One of Poërson’s most important commissions was for cartoons for tapestries on the theme of the Life of the Virgin. The tapestries (Strasbourg Cathedral) were woven between 1638 and 1657. Three of the compositions are attributable to Philippe de Champaigne and Jacques Stella, but the scenes for which paintings are preserved in the Musée des Beaux-Arts at Arras all seem to be by Poërson. These works show his ability, learnt from Vouet, to handle large-scale compositions and to set his figures within vast spaces articulated with architecture. A study for a Pietà (England, priv. col., see French Oil Sketches from an English Collection, exh. cat., Houston, TX, Mus. F.A., 1973–5, no. 71) also shows a debt to Vouet but reveals the intense and sensitive side of Poërson’s artistic personality. Two paintings in the manner of Vouet illustrating scenes from the Life of Cincinnatus (Le Mans, Mus. Tessé) have been attributed to Poërson on the basis of an inventory of the Revolutionary period (1789–95). It is, however, difficult to believe that Poërson, whose figures are recognizably heavier and more rounded than those of Vouet, and whose compositions have a greater accumulation of details, could have painted pictures that are quite so close to his former master’s style.

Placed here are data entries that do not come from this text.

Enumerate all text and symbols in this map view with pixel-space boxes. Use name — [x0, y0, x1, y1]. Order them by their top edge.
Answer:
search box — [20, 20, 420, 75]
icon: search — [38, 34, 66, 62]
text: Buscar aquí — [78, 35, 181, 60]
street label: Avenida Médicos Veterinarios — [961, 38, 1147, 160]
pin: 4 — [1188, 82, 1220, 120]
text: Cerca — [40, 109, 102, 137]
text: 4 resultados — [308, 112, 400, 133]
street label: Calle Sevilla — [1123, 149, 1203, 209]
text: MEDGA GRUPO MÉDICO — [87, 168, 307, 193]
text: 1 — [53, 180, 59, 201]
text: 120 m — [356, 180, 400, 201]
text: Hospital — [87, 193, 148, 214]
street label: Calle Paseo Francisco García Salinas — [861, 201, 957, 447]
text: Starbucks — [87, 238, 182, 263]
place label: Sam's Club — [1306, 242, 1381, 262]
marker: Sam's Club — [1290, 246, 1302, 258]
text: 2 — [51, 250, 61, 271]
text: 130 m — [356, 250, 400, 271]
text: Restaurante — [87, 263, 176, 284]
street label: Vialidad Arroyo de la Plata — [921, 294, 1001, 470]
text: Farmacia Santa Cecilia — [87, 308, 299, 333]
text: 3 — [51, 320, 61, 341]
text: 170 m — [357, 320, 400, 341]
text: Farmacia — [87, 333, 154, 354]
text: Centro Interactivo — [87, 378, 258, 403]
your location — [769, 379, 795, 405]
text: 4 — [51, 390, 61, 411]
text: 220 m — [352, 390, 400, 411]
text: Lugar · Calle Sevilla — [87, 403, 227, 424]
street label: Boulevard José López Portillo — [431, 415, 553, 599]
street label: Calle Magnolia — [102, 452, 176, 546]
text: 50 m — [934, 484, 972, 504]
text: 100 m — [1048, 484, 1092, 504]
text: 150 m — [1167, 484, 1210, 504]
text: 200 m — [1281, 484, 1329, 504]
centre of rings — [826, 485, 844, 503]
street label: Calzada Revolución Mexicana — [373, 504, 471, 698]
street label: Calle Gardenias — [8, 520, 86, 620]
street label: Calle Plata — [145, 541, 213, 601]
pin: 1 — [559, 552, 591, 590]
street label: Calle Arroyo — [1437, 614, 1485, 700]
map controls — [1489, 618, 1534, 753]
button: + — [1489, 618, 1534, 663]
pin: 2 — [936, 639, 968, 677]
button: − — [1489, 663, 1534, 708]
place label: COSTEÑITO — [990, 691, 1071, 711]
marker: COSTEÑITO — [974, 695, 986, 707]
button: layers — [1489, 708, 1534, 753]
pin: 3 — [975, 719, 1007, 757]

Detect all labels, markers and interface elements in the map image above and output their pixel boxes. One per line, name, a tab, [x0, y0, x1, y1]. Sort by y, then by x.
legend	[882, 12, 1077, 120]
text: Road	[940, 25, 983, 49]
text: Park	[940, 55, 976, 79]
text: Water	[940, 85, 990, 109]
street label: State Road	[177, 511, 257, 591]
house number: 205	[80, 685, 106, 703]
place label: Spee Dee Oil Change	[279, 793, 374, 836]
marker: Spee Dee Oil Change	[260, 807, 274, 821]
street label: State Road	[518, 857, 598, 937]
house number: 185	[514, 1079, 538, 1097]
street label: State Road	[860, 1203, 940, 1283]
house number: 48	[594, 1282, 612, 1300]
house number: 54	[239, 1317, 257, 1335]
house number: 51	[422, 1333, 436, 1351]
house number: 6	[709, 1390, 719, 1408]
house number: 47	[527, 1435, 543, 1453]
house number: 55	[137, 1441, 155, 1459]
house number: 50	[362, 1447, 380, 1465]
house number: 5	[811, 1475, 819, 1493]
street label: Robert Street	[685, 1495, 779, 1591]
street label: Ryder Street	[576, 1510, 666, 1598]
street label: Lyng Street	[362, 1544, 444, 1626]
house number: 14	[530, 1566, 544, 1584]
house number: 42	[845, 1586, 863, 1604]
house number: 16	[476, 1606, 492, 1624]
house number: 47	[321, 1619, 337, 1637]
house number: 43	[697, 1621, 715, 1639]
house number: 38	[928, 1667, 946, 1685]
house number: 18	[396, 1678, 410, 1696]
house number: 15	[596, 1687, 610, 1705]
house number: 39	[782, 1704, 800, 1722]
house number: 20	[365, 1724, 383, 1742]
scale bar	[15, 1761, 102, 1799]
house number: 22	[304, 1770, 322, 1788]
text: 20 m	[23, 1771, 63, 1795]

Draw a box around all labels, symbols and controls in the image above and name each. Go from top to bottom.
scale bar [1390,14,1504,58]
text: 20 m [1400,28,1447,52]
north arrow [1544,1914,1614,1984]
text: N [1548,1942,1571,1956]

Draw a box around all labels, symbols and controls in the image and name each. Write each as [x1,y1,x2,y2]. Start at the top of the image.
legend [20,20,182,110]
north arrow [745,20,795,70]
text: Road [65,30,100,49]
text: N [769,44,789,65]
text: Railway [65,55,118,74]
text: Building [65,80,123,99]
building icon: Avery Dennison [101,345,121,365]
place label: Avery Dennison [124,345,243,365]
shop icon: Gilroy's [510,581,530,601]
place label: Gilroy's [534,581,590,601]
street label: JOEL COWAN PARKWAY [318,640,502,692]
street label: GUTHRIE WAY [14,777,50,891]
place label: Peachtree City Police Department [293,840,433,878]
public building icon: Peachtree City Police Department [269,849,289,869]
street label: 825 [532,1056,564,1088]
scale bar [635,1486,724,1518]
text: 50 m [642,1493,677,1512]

In fact, Poërson was subject to influences other than Vouet’s, and his work displays evidence of increasingly rigorous experiments in classicism: lucid and balanced compositions, clearly defined profiles and rhythmical gestures, as in the Nativity (Paris, Louvre), the Pietà (St-Germain-sur-Ille, nr Rennes, private chapel) and the Rest on the Flight into Egypt (Cologne, Wallraf-Richartz-Mus.). Other paintings, such as the Rape of the Sabine Women (Paris, Mus. Hébert) and the Judgement of Solomon (Vire, Mus. Mun.), indicate a knowledge of 17th-century Bolognese painting, as well as links with the art of Sébastien Bourdon and the Corneille family. He is also known to have collaborated with Daniel Hallé on a temporary triumphal arch for Louis XIV in 1660. Poërson’s known oeuvre is being expanded by the attribution to him of previously anonymous or miscatalogued works. There are collections of drawings by him in the Musée du Louvre, Paris, and the Albertina, Vienna, and many untraced compositions are preserved in contemporary engravings by, among others, Guillaume Chasteau and Charles Simmoneau. In 1651 Poërson entered the Académie Royale de Peinture et de Sculpture, Paris, of which he became rector seven years later.